▶ [WHAT TO DO]:
What is the number of lines below that include the string "controls"? Provide that number alone.

START INFORMATION GIVEN

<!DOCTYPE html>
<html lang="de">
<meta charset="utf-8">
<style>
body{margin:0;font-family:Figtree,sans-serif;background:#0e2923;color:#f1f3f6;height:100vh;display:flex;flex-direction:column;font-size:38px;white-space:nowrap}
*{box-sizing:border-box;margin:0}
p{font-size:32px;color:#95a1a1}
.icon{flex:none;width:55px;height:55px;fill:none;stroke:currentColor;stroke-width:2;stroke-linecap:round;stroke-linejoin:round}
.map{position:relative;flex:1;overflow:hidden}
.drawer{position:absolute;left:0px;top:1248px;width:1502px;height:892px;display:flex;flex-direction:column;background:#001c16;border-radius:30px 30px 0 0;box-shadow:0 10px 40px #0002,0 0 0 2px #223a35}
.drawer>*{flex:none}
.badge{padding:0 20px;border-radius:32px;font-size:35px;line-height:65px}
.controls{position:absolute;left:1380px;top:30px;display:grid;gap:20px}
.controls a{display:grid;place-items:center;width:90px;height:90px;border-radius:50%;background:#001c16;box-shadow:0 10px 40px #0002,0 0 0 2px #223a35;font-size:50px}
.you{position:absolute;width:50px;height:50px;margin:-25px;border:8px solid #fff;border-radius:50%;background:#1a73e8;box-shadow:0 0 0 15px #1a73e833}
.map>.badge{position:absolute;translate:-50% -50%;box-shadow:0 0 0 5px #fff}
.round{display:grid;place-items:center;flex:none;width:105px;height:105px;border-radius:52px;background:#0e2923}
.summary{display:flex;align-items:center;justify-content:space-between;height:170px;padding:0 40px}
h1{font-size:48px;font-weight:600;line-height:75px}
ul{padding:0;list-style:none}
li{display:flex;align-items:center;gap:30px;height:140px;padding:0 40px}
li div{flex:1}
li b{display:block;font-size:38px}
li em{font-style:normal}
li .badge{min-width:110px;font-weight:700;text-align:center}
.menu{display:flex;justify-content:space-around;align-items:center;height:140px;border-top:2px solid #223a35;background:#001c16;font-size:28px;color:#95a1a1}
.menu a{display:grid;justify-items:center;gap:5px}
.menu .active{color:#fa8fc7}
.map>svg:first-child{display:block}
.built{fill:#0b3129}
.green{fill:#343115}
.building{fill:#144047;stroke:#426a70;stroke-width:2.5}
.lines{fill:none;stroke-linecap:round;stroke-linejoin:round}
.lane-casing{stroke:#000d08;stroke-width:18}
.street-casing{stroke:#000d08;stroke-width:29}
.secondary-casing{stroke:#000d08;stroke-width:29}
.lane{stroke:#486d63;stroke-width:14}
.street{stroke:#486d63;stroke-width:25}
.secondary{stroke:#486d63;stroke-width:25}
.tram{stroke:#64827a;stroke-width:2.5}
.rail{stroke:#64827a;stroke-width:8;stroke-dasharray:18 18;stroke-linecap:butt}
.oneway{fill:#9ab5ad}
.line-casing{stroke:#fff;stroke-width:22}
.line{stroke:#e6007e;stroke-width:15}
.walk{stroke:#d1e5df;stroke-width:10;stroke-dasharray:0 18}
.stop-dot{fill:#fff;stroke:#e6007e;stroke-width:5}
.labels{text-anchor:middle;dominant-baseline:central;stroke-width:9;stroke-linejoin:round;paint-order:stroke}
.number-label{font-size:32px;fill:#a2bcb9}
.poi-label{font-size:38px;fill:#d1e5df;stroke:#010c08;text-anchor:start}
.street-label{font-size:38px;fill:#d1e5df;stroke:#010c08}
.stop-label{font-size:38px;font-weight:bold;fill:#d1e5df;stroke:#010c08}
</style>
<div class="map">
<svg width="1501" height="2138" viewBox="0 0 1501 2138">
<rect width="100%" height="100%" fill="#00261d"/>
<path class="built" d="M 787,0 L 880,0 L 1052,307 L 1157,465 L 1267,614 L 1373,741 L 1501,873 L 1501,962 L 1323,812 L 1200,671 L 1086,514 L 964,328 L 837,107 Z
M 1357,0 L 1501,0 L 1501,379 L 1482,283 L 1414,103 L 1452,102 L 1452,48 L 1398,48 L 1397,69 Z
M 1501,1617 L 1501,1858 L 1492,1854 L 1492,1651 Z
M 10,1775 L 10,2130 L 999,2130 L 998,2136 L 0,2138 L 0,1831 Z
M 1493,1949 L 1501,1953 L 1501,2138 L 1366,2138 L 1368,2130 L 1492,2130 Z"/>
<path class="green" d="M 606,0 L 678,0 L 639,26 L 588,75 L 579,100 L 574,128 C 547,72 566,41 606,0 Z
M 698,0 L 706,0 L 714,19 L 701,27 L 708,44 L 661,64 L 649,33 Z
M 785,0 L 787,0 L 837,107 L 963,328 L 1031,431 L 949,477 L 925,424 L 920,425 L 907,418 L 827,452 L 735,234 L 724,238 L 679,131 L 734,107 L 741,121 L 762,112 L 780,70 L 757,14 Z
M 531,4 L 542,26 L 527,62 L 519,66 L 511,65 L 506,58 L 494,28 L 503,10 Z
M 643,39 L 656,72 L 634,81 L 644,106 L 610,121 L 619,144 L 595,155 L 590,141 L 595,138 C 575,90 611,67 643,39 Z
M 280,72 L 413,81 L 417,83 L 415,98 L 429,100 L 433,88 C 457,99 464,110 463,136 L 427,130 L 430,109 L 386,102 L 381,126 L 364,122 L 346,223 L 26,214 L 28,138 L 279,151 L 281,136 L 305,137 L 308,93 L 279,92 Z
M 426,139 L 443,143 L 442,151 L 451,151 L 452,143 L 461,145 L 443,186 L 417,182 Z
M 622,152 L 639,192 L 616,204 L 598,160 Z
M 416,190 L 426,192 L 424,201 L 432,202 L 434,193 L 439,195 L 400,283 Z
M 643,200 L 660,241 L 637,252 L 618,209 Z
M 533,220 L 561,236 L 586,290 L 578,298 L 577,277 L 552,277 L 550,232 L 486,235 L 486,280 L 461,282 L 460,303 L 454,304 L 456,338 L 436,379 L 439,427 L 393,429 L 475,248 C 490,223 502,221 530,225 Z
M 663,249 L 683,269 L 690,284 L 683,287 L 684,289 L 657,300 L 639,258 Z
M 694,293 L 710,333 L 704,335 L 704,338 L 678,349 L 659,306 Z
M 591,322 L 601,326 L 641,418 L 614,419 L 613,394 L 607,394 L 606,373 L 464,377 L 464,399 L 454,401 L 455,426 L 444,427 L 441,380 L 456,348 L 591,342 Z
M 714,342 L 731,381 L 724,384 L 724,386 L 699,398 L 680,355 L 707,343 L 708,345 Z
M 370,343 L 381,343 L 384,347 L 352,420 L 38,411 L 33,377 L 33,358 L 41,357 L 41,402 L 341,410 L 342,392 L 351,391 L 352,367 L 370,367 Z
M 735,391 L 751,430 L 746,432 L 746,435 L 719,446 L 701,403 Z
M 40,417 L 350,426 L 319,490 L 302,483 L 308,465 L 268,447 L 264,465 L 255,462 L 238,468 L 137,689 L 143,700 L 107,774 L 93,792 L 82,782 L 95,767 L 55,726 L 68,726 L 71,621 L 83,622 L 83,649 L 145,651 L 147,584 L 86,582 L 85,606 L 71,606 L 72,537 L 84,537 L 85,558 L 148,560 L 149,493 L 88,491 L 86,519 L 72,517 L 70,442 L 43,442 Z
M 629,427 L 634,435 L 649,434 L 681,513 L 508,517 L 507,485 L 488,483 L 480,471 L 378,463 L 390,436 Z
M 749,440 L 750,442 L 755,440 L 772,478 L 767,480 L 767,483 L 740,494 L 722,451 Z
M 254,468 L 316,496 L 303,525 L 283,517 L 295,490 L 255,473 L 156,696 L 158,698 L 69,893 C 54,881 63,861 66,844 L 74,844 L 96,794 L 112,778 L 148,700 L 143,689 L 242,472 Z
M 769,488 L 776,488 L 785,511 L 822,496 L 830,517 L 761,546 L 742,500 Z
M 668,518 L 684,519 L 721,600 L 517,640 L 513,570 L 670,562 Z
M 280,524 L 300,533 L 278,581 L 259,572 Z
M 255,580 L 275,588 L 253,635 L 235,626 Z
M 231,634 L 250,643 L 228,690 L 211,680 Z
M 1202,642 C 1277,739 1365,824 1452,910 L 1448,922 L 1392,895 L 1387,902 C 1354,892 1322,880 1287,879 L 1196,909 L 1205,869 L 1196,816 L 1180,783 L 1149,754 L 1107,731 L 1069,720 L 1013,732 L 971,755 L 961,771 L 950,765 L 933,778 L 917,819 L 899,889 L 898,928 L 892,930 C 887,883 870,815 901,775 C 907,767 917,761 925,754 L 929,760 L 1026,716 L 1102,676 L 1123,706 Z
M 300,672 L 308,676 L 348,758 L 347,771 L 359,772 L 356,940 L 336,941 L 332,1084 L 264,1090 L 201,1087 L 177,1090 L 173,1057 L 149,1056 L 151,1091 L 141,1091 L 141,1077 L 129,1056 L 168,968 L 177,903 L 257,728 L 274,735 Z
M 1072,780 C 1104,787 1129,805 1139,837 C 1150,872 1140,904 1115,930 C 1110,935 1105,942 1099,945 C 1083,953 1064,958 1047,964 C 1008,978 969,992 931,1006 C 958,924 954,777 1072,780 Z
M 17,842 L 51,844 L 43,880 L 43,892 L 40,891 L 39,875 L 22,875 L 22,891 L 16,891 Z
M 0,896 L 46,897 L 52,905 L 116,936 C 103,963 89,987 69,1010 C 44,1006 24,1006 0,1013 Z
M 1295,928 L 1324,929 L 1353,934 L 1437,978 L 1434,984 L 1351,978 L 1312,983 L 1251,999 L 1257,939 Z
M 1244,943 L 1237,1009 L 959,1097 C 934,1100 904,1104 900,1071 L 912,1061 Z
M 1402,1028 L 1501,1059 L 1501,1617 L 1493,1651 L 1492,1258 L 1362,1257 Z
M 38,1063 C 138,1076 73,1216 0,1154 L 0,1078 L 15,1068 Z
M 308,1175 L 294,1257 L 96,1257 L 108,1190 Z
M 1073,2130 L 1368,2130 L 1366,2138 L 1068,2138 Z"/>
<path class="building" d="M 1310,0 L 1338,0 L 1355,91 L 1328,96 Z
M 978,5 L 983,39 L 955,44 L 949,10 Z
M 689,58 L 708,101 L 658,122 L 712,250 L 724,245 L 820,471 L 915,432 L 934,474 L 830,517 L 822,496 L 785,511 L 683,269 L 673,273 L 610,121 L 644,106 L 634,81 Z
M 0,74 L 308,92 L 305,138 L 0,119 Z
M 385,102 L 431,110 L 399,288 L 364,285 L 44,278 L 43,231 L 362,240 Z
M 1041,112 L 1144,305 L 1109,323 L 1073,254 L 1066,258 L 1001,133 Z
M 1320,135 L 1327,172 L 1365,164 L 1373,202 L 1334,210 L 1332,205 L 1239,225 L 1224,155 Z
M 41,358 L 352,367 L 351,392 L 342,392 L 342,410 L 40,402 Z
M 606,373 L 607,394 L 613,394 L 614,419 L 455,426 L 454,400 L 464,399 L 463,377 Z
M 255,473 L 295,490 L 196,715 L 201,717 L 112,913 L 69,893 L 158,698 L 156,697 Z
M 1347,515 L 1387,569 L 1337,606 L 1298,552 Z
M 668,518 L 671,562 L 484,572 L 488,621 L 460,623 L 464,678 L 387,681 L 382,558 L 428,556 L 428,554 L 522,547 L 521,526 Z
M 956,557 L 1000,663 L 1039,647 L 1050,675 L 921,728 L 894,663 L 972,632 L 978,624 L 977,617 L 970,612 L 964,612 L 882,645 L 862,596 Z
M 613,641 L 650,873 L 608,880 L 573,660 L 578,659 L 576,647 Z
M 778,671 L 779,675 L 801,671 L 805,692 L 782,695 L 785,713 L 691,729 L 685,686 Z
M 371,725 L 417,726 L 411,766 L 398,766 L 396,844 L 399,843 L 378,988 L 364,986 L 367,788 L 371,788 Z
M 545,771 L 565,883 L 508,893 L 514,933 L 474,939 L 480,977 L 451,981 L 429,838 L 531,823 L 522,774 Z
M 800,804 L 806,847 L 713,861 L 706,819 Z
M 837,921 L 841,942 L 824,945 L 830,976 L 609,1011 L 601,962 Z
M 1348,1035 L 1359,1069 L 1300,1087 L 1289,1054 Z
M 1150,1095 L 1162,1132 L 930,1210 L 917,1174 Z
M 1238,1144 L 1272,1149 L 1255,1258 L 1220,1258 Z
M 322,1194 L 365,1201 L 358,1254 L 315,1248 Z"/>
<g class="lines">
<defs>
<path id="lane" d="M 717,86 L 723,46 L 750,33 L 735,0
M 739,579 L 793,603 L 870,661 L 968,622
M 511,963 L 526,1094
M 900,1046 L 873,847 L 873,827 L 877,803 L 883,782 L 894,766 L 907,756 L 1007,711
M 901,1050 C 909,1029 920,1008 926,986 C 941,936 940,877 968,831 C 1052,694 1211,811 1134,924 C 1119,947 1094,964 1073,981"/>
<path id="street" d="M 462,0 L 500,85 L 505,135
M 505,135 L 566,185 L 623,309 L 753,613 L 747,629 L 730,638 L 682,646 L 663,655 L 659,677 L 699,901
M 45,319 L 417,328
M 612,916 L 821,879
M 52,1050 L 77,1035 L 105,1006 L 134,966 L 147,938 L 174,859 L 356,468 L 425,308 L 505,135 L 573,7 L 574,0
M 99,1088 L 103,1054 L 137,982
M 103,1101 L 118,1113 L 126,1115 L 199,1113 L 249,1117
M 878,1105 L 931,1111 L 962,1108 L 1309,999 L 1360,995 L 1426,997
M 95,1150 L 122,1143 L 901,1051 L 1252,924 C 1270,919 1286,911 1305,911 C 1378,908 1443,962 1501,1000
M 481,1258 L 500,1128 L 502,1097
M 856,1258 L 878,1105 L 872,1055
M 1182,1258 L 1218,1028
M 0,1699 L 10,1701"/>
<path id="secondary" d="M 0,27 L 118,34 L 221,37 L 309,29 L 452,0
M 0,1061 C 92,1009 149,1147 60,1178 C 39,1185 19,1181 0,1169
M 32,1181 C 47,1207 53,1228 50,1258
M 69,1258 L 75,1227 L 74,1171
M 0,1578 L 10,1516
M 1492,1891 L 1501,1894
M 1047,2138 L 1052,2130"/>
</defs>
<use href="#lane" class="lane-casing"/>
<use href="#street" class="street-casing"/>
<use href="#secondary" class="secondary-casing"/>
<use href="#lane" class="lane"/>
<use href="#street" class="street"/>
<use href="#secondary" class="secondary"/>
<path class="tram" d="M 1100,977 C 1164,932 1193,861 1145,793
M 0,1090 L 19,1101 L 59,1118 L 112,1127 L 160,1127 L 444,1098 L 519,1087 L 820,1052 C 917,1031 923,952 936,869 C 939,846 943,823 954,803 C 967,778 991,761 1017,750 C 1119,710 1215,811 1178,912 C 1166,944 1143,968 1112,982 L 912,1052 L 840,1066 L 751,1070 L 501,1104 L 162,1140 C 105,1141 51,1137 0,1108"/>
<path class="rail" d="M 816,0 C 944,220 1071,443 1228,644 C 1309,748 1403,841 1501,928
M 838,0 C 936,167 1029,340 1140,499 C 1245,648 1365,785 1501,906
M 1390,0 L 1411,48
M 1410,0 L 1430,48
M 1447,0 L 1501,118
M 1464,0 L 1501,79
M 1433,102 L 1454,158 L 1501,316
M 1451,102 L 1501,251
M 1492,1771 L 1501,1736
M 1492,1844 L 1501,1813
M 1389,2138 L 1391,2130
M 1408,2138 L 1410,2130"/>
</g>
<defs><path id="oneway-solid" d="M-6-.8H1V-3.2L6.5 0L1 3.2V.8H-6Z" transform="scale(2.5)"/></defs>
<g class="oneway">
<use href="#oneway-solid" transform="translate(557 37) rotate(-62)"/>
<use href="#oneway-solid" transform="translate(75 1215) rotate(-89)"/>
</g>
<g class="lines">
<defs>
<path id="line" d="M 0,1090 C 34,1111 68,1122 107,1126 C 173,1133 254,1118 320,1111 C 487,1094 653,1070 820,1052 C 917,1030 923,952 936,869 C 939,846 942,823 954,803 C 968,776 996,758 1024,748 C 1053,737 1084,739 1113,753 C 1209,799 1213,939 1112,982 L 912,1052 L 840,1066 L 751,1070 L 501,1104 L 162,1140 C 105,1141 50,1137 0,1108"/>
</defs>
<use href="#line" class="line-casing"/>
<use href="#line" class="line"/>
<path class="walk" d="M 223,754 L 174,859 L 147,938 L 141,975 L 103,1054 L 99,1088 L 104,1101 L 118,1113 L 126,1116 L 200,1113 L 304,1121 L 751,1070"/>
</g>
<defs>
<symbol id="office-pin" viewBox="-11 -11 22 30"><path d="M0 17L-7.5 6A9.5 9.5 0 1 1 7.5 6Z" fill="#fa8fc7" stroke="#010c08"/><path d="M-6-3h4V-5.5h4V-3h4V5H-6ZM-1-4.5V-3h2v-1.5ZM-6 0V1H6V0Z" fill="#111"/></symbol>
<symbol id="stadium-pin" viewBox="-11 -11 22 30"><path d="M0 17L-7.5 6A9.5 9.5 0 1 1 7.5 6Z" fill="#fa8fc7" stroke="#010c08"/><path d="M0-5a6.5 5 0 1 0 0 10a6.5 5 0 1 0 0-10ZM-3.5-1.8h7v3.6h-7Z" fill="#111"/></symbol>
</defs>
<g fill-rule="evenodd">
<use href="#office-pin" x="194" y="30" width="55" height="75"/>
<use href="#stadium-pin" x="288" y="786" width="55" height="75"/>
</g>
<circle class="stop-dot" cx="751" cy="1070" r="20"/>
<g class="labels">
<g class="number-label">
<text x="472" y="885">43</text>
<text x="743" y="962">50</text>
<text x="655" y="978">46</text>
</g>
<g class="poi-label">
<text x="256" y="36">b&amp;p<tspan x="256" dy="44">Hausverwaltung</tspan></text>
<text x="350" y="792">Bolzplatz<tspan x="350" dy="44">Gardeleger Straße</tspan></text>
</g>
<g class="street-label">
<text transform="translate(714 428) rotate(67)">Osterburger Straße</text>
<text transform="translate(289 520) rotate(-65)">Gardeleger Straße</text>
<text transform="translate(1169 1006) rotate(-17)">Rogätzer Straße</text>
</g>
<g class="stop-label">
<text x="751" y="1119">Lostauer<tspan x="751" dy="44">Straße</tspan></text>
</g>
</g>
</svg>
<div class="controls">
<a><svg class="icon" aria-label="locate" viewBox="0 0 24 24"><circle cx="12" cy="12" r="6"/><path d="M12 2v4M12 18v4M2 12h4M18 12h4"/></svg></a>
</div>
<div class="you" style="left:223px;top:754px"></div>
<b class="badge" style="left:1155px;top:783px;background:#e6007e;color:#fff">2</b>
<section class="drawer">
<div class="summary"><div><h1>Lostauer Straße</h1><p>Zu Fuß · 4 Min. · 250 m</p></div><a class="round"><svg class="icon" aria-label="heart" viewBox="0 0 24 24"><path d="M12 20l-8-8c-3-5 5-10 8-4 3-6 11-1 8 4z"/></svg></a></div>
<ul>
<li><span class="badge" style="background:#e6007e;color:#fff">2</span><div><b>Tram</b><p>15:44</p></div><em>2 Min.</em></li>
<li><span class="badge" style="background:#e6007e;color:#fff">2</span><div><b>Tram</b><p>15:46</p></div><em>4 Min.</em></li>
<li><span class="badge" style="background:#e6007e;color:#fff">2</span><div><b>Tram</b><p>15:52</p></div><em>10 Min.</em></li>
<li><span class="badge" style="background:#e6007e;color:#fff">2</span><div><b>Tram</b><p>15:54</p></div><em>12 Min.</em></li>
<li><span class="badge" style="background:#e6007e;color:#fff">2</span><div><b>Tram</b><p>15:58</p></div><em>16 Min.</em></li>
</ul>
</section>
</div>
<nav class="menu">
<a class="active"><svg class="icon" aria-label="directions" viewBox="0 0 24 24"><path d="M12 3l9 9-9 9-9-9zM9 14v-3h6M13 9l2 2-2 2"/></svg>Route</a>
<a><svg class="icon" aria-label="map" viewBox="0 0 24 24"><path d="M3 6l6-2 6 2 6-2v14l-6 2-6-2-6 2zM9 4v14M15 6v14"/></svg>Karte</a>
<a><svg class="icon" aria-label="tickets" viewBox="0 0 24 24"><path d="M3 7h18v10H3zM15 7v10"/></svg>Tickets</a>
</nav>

END INFORMATION GIVEN

▶ [WRITTEN RESPONSE]:
3